*** SOURCE DATA ***

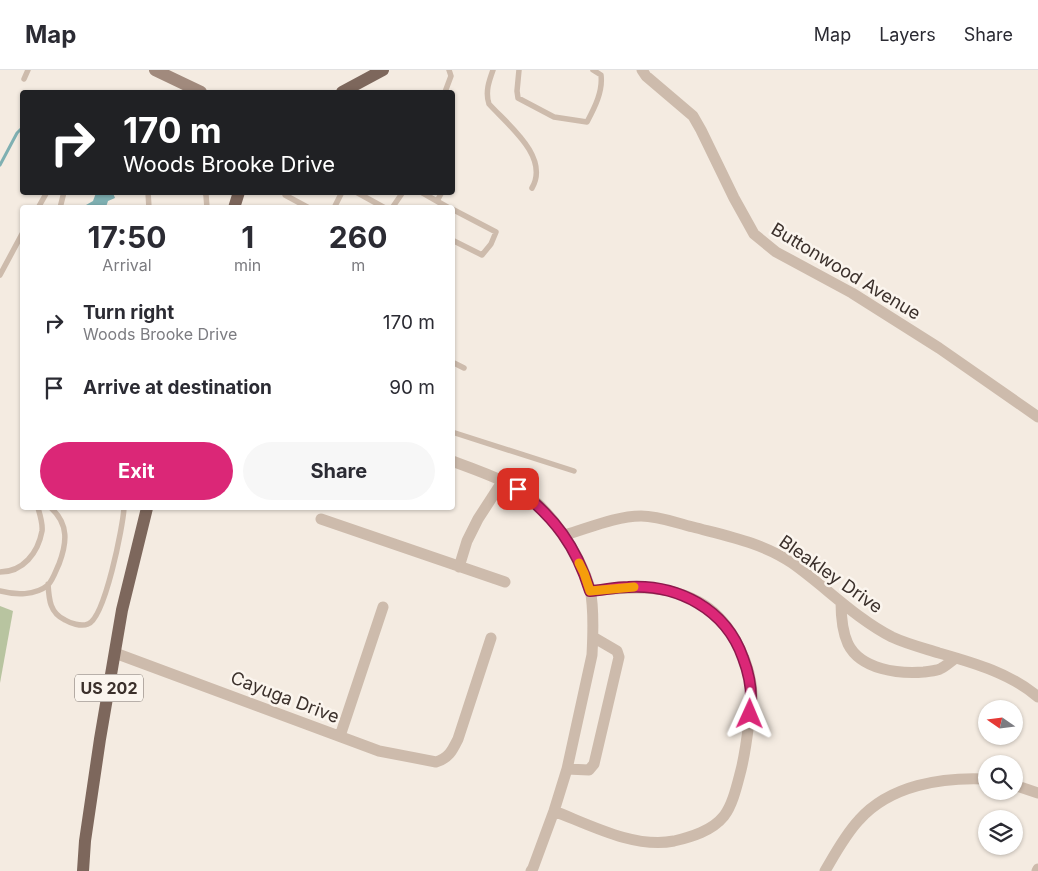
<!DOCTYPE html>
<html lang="en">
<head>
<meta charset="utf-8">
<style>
	:root { --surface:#fff; --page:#f7f7f7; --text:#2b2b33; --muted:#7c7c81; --line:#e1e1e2; --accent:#db2777 }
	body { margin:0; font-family:Inter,sans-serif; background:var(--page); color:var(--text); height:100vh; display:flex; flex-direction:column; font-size:19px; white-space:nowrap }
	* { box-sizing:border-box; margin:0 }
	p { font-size:16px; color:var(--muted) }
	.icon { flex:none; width:28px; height:28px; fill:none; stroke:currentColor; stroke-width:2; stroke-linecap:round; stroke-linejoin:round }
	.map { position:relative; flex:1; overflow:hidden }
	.side { position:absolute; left:20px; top:135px; width:435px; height:305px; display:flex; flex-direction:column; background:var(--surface); border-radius:5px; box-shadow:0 1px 4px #0004 }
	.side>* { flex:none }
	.guide { position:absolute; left:20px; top:20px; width:435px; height:105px; border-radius:5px; box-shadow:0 1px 4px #0004; background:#202124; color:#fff; overflow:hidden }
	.needle { width:32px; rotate:284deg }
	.controls { position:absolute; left:978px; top:630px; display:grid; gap:10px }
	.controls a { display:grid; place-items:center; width:45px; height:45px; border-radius:50%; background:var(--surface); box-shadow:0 1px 4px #0004; font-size:25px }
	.pin { position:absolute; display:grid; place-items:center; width:42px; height:42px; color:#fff; margin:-21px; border-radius:10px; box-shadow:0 2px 8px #0006 }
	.me { position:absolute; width:55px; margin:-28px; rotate:1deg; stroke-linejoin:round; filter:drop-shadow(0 0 4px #0008) }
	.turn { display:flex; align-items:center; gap:18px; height:105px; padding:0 20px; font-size:22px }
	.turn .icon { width:65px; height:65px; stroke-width:2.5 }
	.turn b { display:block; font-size:35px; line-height:42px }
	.eta { display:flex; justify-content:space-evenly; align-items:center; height:85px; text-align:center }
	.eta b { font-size:30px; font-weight:700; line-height:35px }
	.action { display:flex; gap:10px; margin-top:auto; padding:10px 20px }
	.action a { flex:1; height:58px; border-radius:30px; background:var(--accent); color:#fff; font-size:20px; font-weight:700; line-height:58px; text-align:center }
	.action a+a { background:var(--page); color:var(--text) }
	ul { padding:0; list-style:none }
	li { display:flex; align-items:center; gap:15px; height:65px; padding:0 20px }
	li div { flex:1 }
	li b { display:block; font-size:19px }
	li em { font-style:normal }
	header { display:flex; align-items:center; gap:30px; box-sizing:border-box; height:70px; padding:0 25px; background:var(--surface); border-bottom:1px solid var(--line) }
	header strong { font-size:24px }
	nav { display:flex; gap:28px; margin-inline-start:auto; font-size:18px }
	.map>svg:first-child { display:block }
	.green { fill:#b8c4a0 }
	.water { fill:#7fb0b2 }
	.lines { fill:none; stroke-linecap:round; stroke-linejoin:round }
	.stream { stroke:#7fb0b2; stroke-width:3 }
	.lane { stroke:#cdbbac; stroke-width:5.5 }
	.street { stroke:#cdbbac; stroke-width:11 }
	.secondary { stroke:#a18a7d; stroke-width:12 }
	.primary { stroke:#7d675c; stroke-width:12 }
	.route-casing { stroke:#8e194d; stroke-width:12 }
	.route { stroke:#db2777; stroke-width:9 }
	.slow { stroke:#f59e0b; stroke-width:9 }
	.labels { text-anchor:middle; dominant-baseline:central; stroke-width:5; stroke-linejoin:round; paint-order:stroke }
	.shield { fill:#fbf5ee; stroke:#756b66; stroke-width:1 }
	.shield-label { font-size:16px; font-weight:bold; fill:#3b302b }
	.street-label { font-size:18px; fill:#3b302b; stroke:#fbf5ee }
</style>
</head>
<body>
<header>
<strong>Map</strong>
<nav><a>Map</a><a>Layers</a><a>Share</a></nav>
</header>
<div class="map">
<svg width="1038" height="801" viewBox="0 0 1038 801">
	<rect width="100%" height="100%" fill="#f4ebe1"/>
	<path class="green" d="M0 536 13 541 0 613Z"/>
	<path class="water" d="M96 123H113L115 128 108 131 106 137H87L86 135 93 131Z"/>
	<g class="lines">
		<path class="stream" d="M0 95 17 63 22 58"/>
		<path class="lane" d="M493 0C489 11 485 22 489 34 508 55 550 87 532 118
			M519 0 517 21 518 28 554 47 587 52C595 37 603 21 601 5L593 0
			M24 9 28 0
			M445 22 451 6 449 0
			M148 122 149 138
			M204 122 206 125 207 138
			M284 122 285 125 309 138
			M356 122 385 138
			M421 122 449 138
			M437 131 442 122
			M38 138 47 122
			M60 138 64 122
			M334 138 342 122
			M392 138 403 122
			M452 139 496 162 491 174 482 185 452 170
			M0 205 22 164
			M452 292 464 298
			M452 362 574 401
			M0 502C23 502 38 483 42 461 43 454 40 445 38 438
			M48 514C49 530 50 543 65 550 70 553 81 557 88 554 105 548 123 456 124 438
			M0 521C15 525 35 526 48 515 53 510 56 500 59 494 67 473 69 454 51 438"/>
		<path class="street" d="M642 0 646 6 693 46 701 60 734 128 754 164 776 182 852 223 939 278 1038 347
			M452 391C474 399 497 407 517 418 548 435 581 485 590 519 594 537 593 566 592 585L567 699 554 741 533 798 531 801
			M321 449 505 512
			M565 465C589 458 616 446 641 446 659 446 676 453 693 457 727 466 763 473 792 493 826 517 855 548 892 567 907 574 923 578 939 583 974 593 1010 603 1038 627
			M459 497 467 471 478 449 502 412
			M841 532C841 546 842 561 848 574 861 600 899 604 924 602 929 601 936 601 940 599 945 597 951 591 956 588
			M115 583 379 681 436 692C449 688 452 681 458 669L491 568
			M340 666 383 537
			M567 699 589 700 594 694 619 587 617 581 593 567
			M1014 715 1038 723
			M554 741C590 755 635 779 674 771 691 767 712 761 724 746 733 734 737 715 741 700 745 684 747 668 749 652 750 645 752 637 752 629 753 596 732 553 704 535 670 513 628 517 590 521
			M825 801C835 784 845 765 859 750 890 715 942 707 986 709
			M1037 801 1038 799"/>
		<path class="secondary" d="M155 0 201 22"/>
		<path class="primary" d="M342 22 383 0
			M234 138 239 122
			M83 801 85 771 100 669 122 540 147 438"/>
	</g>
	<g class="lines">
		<g class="route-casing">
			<path id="route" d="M518 419C555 448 576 476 590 521 603 520 616 517 628 517 678 514 726 539 743 588 750 606 753 624 750 644"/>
		</g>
		<use href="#route" class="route"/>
		<path class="slow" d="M579 493 584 503 590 521 634 517"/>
	</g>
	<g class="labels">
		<rect class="shield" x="75" y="604.5" width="68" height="27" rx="4"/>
		<g class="shield-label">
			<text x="109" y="618">US 202</text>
		</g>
		<g class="street-label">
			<text transform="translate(846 201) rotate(31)">Buttonwood Avenue</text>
			<text transform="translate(831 504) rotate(35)">Bleakley Drive</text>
			<text transform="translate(285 627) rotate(21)">Cayuga Drive</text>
		</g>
	</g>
</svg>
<div class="controls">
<a><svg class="needle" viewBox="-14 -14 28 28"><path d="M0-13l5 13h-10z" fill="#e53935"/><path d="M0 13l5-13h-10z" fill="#7c7c81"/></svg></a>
<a><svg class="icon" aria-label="search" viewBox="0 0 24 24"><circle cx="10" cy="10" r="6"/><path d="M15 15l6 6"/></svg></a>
<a><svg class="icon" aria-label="layers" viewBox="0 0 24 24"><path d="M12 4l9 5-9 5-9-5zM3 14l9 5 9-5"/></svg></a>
</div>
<div class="pin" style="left:518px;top:419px;background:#d93025"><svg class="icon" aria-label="arrive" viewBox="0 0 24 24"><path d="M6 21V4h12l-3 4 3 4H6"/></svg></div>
<svg class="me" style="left:750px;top:644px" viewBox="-20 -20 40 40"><path d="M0-17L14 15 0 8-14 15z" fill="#db2777" stroke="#fff" stroke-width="4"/></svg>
<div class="guide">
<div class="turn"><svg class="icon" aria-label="right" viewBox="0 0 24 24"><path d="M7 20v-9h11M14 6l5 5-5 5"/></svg><div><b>170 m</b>Woods Brooke Drive</div></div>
</div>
<section class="side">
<div class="eta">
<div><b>17:50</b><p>Arrival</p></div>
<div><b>1</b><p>min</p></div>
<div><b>260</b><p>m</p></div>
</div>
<ul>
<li><svg class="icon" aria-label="right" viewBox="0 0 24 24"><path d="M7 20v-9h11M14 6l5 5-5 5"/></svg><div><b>Turn right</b><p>Woods Brooke Drive</p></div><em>170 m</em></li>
<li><svg class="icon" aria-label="arrive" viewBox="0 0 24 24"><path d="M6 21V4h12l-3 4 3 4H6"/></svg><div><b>Arrive at destination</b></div><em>90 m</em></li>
</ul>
<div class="action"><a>Exit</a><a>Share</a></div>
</section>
</div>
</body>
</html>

*** End of SOURCE DATA ***

● **AIM OF THE TASK**
State the number of lines in the records that include the word "column", and add nothing to it.

● **TASK SOLUTION**
2